TASK DESCRIPTION: When the line containing "translate:-50% -50%; white-space:nowrap;" is reached, include it and end there; set down verbatim every line before it, starting at the top of the records.

[Stored items]
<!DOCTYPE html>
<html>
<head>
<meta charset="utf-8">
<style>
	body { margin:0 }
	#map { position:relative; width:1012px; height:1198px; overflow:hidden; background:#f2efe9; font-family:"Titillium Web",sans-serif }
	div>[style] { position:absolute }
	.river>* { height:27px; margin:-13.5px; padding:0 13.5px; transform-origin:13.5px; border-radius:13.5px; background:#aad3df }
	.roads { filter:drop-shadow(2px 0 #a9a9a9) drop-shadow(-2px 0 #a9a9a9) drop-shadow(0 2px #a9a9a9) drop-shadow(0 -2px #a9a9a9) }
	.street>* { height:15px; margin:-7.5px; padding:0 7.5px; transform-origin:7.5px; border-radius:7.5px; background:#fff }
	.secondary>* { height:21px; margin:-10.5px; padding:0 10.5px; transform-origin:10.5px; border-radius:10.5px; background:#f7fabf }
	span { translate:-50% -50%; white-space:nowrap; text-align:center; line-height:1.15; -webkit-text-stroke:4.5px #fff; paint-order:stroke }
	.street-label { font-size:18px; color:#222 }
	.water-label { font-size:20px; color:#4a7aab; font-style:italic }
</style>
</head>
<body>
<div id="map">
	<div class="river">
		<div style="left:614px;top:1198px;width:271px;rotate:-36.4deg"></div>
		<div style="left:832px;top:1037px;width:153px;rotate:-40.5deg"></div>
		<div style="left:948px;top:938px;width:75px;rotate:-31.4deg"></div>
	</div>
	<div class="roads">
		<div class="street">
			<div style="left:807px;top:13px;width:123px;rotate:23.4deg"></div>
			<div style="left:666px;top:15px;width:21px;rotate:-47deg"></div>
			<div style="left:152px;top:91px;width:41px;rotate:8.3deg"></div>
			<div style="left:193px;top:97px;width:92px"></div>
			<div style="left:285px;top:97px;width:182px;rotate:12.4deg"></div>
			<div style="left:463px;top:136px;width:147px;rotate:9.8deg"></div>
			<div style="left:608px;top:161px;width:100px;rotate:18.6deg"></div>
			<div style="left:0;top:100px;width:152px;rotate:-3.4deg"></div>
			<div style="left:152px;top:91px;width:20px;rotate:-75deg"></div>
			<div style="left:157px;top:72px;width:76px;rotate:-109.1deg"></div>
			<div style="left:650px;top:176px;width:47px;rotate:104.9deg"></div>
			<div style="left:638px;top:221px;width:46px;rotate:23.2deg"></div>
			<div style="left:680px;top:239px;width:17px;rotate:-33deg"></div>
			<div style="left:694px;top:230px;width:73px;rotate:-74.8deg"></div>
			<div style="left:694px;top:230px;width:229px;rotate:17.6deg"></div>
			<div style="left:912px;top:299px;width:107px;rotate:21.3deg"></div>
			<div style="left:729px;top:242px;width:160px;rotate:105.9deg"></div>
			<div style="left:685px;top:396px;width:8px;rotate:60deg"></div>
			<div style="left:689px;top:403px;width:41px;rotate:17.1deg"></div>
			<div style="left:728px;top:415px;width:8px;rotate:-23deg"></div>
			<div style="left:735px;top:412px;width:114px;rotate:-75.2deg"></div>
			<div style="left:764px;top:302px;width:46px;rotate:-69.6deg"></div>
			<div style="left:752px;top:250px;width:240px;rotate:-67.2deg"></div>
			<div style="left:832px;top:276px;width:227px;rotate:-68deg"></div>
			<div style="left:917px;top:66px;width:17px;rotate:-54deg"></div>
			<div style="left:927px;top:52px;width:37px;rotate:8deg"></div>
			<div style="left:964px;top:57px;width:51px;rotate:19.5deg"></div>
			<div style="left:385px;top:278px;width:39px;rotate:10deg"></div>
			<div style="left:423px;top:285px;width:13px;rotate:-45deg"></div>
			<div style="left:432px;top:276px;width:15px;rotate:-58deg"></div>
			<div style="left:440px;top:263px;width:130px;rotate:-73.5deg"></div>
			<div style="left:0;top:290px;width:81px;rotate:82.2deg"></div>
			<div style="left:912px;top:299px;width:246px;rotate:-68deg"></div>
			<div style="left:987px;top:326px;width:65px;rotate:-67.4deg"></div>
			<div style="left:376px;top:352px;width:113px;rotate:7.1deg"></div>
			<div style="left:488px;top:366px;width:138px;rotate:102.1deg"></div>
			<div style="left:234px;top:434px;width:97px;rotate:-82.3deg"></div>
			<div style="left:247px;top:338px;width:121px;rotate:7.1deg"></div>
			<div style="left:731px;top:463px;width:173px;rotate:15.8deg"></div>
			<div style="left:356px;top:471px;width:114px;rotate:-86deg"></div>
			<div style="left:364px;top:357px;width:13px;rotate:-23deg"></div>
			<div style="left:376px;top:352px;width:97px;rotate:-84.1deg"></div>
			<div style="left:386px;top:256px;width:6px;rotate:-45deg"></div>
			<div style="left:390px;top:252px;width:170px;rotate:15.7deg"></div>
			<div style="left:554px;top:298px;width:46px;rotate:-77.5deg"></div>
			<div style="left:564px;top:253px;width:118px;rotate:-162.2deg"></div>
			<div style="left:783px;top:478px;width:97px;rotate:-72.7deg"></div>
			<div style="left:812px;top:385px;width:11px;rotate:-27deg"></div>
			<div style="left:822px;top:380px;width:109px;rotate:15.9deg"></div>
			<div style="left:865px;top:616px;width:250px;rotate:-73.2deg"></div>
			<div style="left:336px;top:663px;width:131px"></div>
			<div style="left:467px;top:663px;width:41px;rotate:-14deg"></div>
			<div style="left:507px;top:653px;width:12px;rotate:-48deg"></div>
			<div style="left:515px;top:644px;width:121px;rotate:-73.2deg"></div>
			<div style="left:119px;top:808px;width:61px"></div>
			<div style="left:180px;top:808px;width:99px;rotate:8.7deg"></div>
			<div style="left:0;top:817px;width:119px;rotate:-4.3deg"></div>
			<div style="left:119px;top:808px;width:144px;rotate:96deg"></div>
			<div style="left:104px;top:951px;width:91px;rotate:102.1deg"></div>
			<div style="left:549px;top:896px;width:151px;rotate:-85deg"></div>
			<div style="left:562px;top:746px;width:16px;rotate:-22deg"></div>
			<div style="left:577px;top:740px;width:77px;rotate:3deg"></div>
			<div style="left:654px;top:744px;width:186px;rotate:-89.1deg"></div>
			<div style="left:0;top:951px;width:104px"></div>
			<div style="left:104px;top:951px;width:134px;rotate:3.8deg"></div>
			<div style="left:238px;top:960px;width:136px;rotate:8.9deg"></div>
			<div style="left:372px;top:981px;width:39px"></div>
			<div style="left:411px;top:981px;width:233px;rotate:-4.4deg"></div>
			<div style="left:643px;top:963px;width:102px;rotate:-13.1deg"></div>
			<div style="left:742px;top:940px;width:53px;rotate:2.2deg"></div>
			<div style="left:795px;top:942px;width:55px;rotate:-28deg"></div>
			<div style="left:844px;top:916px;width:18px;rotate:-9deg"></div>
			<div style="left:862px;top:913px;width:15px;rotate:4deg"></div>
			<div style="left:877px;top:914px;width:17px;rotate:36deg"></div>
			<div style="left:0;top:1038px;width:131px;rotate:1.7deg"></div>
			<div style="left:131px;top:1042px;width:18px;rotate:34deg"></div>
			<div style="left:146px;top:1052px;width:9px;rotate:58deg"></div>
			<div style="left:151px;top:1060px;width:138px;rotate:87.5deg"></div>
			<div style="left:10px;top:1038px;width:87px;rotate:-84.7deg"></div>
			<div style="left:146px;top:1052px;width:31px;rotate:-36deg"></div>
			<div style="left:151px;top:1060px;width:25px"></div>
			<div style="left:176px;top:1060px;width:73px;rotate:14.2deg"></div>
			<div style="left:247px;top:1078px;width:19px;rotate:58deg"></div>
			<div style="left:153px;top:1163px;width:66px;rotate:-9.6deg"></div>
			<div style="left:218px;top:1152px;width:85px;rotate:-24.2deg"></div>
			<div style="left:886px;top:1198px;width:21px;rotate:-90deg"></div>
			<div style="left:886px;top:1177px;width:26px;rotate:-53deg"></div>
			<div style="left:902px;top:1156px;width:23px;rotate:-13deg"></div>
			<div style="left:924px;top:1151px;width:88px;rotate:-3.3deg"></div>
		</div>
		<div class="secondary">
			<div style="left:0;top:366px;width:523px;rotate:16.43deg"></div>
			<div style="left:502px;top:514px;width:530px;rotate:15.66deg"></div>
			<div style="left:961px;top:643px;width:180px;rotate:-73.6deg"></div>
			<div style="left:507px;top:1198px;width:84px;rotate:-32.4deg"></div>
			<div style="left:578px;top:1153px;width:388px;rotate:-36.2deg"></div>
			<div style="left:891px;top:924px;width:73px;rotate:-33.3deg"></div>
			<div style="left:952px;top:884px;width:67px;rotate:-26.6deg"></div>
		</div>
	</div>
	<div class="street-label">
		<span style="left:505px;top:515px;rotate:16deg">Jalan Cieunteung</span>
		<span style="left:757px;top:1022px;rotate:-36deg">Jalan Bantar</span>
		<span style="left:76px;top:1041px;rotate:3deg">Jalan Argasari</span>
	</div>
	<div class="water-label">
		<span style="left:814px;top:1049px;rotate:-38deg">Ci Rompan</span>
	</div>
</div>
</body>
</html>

EXERCISE RESULT:
<!DOCTYPE html>
<html>
<head>
<meta charset="utf-8">
<style>
	body { margin:0 }
	#map { position:relative; width:1012px; height:1198px; overflow:hidden; background:#f2efe9; font-family:"Titillium Web",sans-serif }
	div>[style] { position:absolute }
	.river>* { height:27px; margin:-13.5px; padding:0 13.5px; transform-origin:13.5px; border-radius:13.5px; background:#aad3df }
	.roads { filter:drop-shadow(2px 0 #a9a9a9) drop-shadow(-2px 0 #a9a9a9) drop-shadow(0 2px #a9a9a9) drop-shadow(0 -2px #a9a9a9) }
	.street>* { height:15px; margin:-7.5px; padding:0 7.5px; transform-origin:7.5px; border-radius:7.5px; background:#fff }
	.secondary>* { height:21px; margin:-10.5px; padding:0 10.5px; transform-origin:10.5px; border-radius:10.5px; background:#f7fabf }
	span { translate:-50% -50%; white-space:nowrap; text-align:center; line-height:1.15; -webkit-text-stroke:4.5px #fff; paint-order:stroke }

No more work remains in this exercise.